Mar. 30—When Randall Hutto was a first-year assistant to longtime coach Hester Gibbs in 1984, a sophomore who had twice been cut by his middle school team was looking to make his mark with the Lebanon High School varsity.

His name: Troy Bond.

Bond made the team, which made a surprising run through the postseason to the state tournament. As his high school career progressed, he got better to the point he began attracting college attention. To make a long story short, the kid who scored one point in middle school (he was asked back to the team as an eighth-grader after several players had been kicked off), went on to play Division I ball at Tennessee State.

Then he broke into coaching, embarking on a 31-year career, the last 23 as head coach at three schools, which he ended this week when he announced his retirement as coach at Brentwood High School.

"It got to that point where there are a lot things I want to do," Bond said Thursday. "I still feel good. Going out on top, getting to the state tournament again was super cool, it just felt right."

Bond spent three years on the Brentwood bench, leading the Bruins to the state tournament earlier this month. Counting the state tournament he played in, the three he coached in as an assistant to Hutto and the seven he led to the final eight, it was his 11th state tourney in which he participated in.

Troy Crane, who had been his lead assistant since 2003, with the exception of a two-year stint when Crane served as Lebanon's head football coach, was named by Brentwood as Bond's replacement. Bond, 54, said he plans to remain on the faculty of the Williamson County school as an economics teacher.

After three state tournaments in eight years with Lebanon (during which he started the LHS soccer programs as their inaugural coach), Bond became the first boys' basketball coach when Wilson Central opened in 2001. He led the Wildcats to four state tournaments over their first 14 seasons as they went 294-148. He moved on to Oakland and, the last three years, Brentwood, taking both to the state and becoming the fourth coach to lead three different schools to the round of eight. He is stepping away with a career mark of 457-241.

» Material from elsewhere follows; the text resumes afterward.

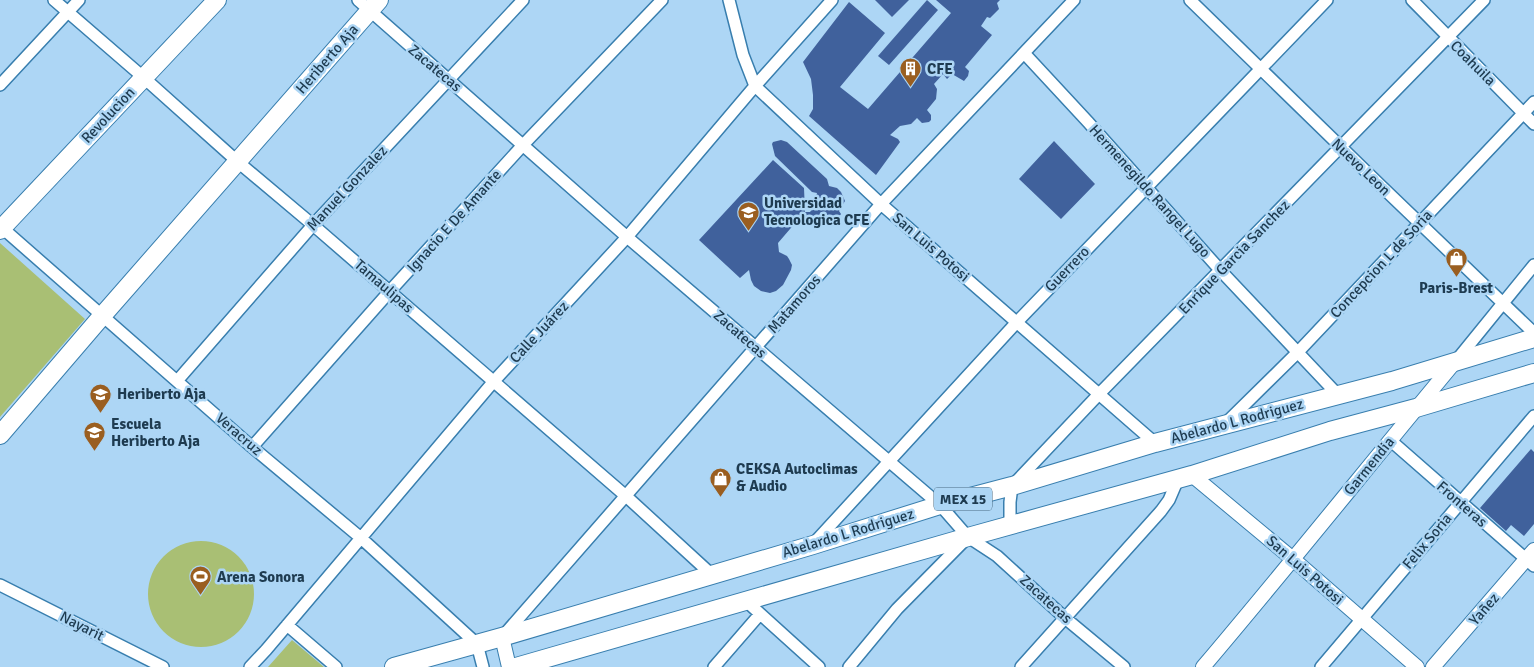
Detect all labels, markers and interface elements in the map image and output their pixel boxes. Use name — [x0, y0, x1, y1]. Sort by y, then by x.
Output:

"I was real fortunate to have an opportunity to work under Randall," Bond said, referring to the coach who took over for the retired Gibbs in 1991. "And I had Randy Vanatta (his father figure and longtime LHS coach who was killed in a traffic accident 11 years ago today) and (legendary girls' coach) Campbell Brandon in the background giving me some great advice. I took the head-coach scenario slow. Probably the big thing with a lot of the young coaches now is they think they are ready before they probably are ready. I had the opportunity to have eight years, and turned down a few jobs that I just didn't think were the right fit or was a great situation. I was just telling myself to look up to your mentors, to take their advice, try to when you get into coaching be you, don't try to be somebody else. I felt like it was something I was able to do with our identity as a basketball program."

Instead of going to an established program with its own set of traditions and expectations, Bond had a blank slate to work with at the brand-new Wilson Central, where he didn't have past successes to live up to or failures to overcome.

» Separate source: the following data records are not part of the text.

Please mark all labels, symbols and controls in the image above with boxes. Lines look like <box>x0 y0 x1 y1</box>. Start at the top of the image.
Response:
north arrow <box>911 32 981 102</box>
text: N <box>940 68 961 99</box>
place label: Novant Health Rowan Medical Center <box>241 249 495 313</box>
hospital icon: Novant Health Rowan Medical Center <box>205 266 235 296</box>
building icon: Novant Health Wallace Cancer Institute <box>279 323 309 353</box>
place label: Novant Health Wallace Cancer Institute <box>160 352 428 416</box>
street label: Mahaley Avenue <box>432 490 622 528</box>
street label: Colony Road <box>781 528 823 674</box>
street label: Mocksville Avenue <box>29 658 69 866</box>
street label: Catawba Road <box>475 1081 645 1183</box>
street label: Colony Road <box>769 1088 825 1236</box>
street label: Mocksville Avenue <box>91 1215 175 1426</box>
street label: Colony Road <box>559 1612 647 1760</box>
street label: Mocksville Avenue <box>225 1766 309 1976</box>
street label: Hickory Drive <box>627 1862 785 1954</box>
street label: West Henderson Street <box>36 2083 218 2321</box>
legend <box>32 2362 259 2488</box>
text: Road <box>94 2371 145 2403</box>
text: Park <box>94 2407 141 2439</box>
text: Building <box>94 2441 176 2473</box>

"When Wilson Central opened we were pulling primarily from Mt. Juliet, which at that time, Mt. Juliet had not had a state tournament team ever in boys," Bond said. "I was coming from Lebanon where we had just had three state tournament teams within an eight-year period and another substate team. A lot of people were saying 'it's not a great job, it's going to be tough to win there, you got a brand-new school'. "There's a lot that goes into a brand-new school, especially when we started because...you had to get people to buy in. You had to put together two communities that traditionally did not like each other very much.

"I had great staff. Kay Smith was awesome as athletic director there, had a lot of great experience. (Girls' coach) Bud (Brandon) being there and Campbell (Bud's father and assistant) helped a lot. Learning from Randall, building a foundation of what you wanted to be and working on that. We established that and did it really well and became a noted basketball program in the state of Tennessee."

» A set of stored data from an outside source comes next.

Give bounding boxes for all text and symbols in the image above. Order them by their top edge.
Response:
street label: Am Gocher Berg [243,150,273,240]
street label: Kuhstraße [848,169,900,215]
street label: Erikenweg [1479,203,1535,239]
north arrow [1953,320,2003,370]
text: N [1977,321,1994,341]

Gibbs was always one of Bond's biggest supporters, coming to games when he could and keeping in touch with his protege right up to the present day.

"Coach Gibbs just instilled a lot of characteristics in me that I still use today, even coaching-wise," Bond said. "He had a toughness in him like no other man I've really ever met. Playing for him was hard. It was a love-hate relationship, for sure. But he helped me get through so many situations with just being mentally tough. More so than Xs and Os, his was more of a mentality that he brought to the table to me.

"I was a late bloomer. But Coach Gibbs believed in me, would push me to work. And Randy would push me to work and establish myself as a pretty good ballplayer my junior and senior year and a little bit as a sophomore as well."

Hutto, now in his fourth term as Wilson County's mayor, has been out of coaching for more than two decades. He recalled when he and Bond were starting out as Blue Devils.

"As a player, he loved the game," Hutto said. "Even coming back as a coach, he would be involved as a player as a coach there. He would be involved in a practice some in that form or fashion. He loved the game and always continued to develop himself physically and mentally coaching. I watched him through the years as he continued to grow. The culture changed a little bit over time. We were pretty structured in my tenure there at Lebanon. The game evolved to a little more freedom, a little more one-on-one individual play. More motion offenses. He advanced with that as the time changed. I think he continued to call a lot of the same stuff that we did at Lebanon throughout his career."

Not only is Bond a student of the game, he has the ability to connect to players from all backgrounds, Hutto said.

"He was able to relate to all athletes," Hutto said. "He went to where they were regardless of their ability or their race or their home life or the culture they came from. He was always able to adapt to their level to get the best out of them.

"I think that's important in our world today."